Farsi degli amici, trovare un lavoro, incontrare l'amore. Entrare nell'età adulta, per le persone con deficit visivi, uditivi, motori, significa affermare la propria indipendenza al di fuori del nido della famiglia. Un percorso difficile ma fondamentale, in cui la Lega del Filo d'Oro gioca un ruolo di primo piano. Come raccontano Paola, Stefania e Francesco 

Cosa vuol dire per le persone disabili diventare adulti? Dove possono trovare dignità e autonomia? Esplorare la disabilità nel nostro itinerario per l’Italia insieme alla Lega del Filo d’Oro, può rappresentare un’avventura capace di farci scoprire un’inedita forza vitale e ribaltare molti luoghi comuni. Incontrando le persone adulte sordocieche della Lega del Filo d’Oro, non posso non constatare come la loro condizione si frantumi contro situazioni governate dall’orgoglio e da una dignità che sostituisce, e supera, competenze e abilità.   

Tutti possono ambire all’autodeterminazione

«Diventare adulti significa ambire all’autonomia, riuscire cioè ad affermare un proprio ruolo al di là del nido sicuro della famiglia. Altro obiettivo a cui tutti tendiamo in modo consapevole o inconsapevole è quello dell’autodeterminazione: quel diritto di scelta che appartiene a ciascuno di noi e trasforma le esistenze in progetti, strade da percorrere con obiettivi concreti e misurabili». Nicoletta Marconi da 27 anni è psicologa presso il Centro di Riabilitazione della Lega del Filo d’Oro di Osimo, sede nazionale dell’associazione. Qui un’equipe di esperti tra operatori, medici specialisti, psicologi e terapisti, lavora con al centro la persona sordocieca per cucire addosso a ogni ospite un abito su misura. «Il nostro obiettivo è quello di portare le persone con sordocecità fuori dal silenzio in cui sono rinchiuse e costruire insieme a loro un progetto di vita il più possibile autonomo, in base alle capacità residue su cui scommettiamo».

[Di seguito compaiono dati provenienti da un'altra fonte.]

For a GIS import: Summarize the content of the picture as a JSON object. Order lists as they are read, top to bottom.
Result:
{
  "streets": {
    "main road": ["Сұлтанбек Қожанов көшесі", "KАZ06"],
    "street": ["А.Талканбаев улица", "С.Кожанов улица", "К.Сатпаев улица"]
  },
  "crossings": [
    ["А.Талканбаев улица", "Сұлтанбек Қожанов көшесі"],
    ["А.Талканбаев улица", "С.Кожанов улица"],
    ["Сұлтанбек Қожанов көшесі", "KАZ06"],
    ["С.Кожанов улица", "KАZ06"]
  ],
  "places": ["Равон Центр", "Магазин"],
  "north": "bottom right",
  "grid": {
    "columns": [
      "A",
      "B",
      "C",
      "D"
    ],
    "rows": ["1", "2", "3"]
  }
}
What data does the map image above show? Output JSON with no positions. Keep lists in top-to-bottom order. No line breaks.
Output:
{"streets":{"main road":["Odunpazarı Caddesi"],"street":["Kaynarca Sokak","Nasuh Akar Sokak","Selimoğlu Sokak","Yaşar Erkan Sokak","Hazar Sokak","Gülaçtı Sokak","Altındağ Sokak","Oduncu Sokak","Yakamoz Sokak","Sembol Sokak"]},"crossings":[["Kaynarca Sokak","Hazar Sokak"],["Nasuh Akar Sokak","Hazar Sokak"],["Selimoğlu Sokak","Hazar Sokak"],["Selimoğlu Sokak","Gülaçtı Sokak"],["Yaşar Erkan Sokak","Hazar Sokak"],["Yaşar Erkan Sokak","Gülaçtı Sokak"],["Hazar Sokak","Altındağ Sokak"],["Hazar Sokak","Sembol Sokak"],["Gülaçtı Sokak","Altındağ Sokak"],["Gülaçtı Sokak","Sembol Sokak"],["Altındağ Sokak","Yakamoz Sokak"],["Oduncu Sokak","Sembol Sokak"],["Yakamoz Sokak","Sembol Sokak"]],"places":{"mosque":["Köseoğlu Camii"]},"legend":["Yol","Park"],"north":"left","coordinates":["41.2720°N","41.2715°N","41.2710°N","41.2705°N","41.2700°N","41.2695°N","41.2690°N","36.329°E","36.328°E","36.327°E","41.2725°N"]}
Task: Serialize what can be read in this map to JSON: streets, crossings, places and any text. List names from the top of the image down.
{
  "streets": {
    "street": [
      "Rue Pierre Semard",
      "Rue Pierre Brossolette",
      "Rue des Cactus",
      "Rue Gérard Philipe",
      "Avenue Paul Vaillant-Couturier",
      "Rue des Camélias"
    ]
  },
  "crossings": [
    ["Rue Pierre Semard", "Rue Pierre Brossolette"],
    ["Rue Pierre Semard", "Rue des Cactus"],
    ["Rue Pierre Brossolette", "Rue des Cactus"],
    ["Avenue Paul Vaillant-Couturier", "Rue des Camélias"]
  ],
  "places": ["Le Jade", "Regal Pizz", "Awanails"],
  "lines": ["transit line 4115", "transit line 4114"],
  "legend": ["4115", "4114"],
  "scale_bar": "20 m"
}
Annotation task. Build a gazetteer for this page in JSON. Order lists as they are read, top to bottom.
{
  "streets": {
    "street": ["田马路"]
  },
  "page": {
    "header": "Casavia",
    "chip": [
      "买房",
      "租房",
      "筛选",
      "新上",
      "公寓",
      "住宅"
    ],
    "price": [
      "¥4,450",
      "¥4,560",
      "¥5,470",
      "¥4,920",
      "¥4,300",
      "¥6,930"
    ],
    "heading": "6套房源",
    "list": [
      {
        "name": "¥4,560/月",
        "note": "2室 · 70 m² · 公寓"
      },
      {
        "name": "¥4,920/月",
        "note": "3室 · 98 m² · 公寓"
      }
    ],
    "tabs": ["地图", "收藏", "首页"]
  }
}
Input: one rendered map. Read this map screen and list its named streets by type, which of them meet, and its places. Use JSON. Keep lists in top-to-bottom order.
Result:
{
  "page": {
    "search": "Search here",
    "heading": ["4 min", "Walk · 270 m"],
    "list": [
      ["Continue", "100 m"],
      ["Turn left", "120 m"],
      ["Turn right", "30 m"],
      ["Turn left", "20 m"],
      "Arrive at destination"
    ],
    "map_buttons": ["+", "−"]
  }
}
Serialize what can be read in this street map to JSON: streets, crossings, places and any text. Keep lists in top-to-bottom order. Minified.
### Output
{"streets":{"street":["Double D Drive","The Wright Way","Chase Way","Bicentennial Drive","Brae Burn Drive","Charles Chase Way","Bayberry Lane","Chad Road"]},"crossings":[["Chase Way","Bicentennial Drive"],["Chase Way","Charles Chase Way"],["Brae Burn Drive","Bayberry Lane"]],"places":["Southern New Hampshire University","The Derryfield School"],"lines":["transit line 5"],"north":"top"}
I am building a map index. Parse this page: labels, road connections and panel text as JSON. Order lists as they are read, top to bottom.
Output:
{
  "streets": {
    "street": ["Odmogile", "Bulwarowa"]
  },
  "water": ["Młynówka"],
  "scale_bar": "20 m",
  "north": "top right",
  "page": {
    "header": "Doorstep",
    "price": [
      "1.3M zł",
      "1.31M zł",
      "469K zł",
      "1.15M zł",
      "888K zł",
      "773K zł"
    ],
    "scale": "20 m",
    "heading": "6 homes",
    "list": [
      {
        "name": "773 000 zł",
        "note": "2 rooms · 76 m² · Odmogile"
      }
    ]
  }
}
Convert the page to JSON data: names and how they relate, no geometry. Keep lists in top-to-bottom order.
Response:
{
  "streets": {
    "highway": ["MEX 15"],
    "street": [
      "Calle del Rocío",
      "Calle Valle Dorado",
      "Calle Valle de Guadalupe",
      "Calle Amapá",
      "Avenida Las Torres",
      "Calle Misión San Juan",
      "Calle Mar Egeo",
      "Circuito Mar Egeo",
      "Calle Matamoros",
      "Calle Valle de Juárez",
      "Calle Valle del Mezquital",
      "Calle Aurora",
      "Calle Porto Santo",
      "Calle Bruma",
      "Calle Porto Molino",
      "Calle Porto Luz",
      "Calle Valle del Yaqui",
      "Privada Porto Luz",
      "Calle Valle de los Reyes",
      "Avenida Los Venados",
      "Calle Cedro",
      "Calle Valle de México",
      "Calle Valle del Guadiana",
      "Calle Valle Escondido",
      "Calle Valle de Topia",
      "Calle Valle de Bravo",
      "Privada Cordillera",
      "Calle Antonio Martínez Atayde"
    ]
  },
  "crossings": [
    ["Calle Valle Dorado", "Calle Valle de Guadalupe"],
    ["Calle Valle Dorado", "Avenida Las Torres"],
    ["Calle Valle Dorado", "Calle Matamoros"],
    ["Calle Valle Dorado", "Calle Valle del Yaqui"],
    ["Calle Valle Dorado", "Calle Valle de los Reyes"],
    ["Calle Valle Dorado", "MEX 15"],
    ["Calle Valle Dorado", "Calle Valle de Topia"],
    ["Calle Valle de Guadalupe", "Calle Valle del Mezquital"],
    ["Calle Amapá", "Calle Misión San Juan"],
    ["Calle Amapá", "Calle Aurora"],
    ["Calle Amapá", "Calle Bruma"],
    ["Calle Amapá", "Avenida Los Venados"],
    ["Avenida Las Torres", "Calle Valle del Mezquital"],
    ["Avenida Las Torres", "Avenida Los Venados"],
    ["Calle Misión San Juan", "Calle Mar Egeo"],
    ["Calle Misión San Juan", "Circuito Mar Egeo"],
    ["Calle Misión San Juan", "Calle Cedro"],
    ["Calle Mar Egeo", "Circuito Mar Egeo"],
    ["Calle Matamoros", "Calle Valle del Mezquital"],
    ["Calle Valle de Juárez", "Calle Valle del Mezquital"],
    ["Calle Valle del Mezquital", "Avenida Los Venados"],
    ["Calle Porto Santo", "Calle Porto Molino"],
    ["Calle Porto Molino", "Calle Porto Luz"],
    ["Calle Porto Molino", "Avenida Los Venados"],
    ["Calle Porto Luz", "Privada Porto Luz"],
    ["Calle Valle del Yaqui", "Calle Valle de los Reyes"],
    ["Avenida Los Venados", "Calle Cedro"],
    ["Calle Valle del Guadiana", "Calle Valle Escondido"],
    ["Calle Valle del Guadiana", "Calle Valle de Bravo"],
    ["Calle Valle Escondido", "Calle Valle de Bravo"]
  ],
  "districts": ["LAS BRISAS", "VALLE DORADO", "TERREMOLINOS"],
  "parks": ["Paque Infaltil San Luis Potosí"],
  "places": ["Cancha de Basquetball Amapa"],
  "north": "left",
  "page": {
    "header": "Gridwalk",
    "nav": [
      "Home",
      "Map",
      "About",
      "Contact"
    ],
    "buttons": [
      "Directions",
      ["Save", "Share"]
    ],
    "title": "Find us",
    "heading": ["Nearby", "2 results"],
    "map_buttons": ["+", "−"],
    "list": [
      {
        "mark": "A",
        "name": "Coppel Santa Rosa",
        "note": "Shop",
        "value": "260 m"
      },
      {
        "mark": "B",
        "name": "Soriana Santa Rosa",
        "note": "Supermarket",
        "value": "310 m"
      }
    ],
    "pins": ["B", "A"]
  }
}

Ci vuole intuito e, spesso, forza visionaria. «Siamo noi a credere in loro, molto più di quanto loro stessi non facciano» commenta Patrizia Ceccarani, direttore tecnico scientifico dell’Associazione. «Si può imparare sempre, fino all’ultimo giorno di vita. Occorre dare fiducia, osare, perché ogni individuo è unico. E anche chi ha una disabilità grave o severa deve poter compiere delle scelte. Significa spingere la persona a un obiettivo di crescita che tenga conto delle difficoltà, ma in cui possa respirare il senso di un cammino, fatto di tanti piccoli passi ma tutti importanti: dall’imparare come si tiene un cucchiaio a scrivere al computer. Quei passi che trasformano le esistenze in un’evoluzione continua». Come testimoniano le storie che abbiamo raccolto.   

Paola: «Ora posso esprimere il mondo che ho dentro» 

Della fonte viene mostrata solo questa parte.